Let $x \in X$, and suppose that $\mathscr{B_x}=\{B_n:n\in\Bbb N\}$ is a countable local base of open sets at the point $x$.
For each $n\in\Bbb N$, let $F_n = X \setminus B_n$. $B_n$ is open, so by definition $F_n$ is finite. Let $F = \{x\} \cup \bigcup_{n \in \Bbb N}F_n$; $F$ is the union of countably many finite sets, so $F$ is countable. $X$ is uncountable, so there is some $b\in X\setminus F$ (and $b \neq x$).

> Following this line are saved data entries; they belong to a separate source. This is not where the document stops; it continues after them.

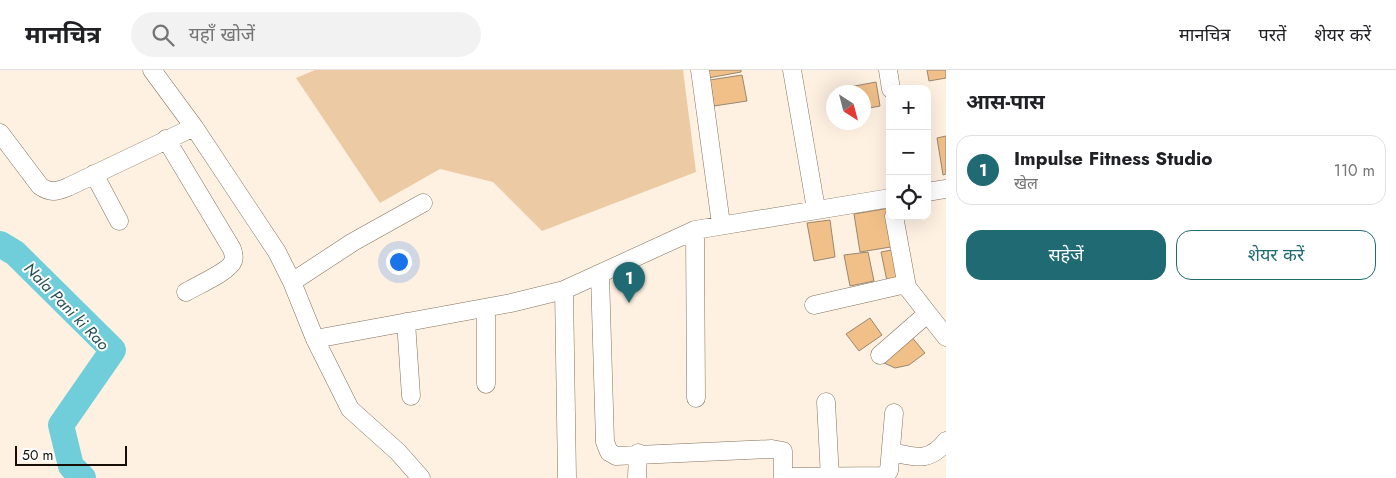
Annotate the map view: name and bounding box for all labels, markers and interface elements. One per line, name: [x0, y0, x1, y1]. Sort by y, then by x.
search box: [131, 12, 481, 57]
text: मानचित्र: [25, 17, 101, 52]
icon: search: [149, 21, 177, 49]
text: यहाँ खोजें: [189, 21, 255, 48]
text: मानचित्र: [1179, 22, 1231, 48]
text: परतें: [1259, 22, 1286, 48]
text: शेयर करें: [1314, 22, 1371, 48]
north arrow: [826, 85, 871, 130]
map controls: [886, 85, 931, 220]
button: +: [886, 85, 931, 130]
text: आस-पास: [966, 87, 1045, 117]
button: −: [886, 130, 931, 175]
text: Impulse Fitness Studio: [1014, 145, 1212, 172]
text: 1: [979, 159, 987, 182]
text: 110 m: [1334, 159, 1375, 182]
text: खेल: [1014, 172, 1038, 195]
button: locate: [886, 175, 931, 220]
button: सहेजें: [966, 230, 1166, 280]
button: शेयर करें: [1176, 230, 1376, 280]
your location: [386, 249, 412, 275]
water label: Nala Pani ki Rao: [19, 257, 115, 356]
pin: 1: [613, 262, 645, 303]
scale bar: [15, 443, 128, 466]
text: 50 m: [22, 445, 53, 465]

Note that if $X$ is not a cofinite topology, then $F$ is not necessarily countable, then $b$ does not necessarily exist.
Let $O = X \setminus \{b\}$. $\{b\}$ is finite, so by definition $O$ is an open set, and it contains $x$ (because of how $b$ defined). For every $n \in \Bbb N$, we know that $b \notin F_n$, so $b \in B_n$, but $b \notin O$, so $b \in B_n \setminus O$, and therefore $B_n \notin O$.
In summary, there is an open set $O$ containing $x$ but not containing $B_n$. This is a contradiction.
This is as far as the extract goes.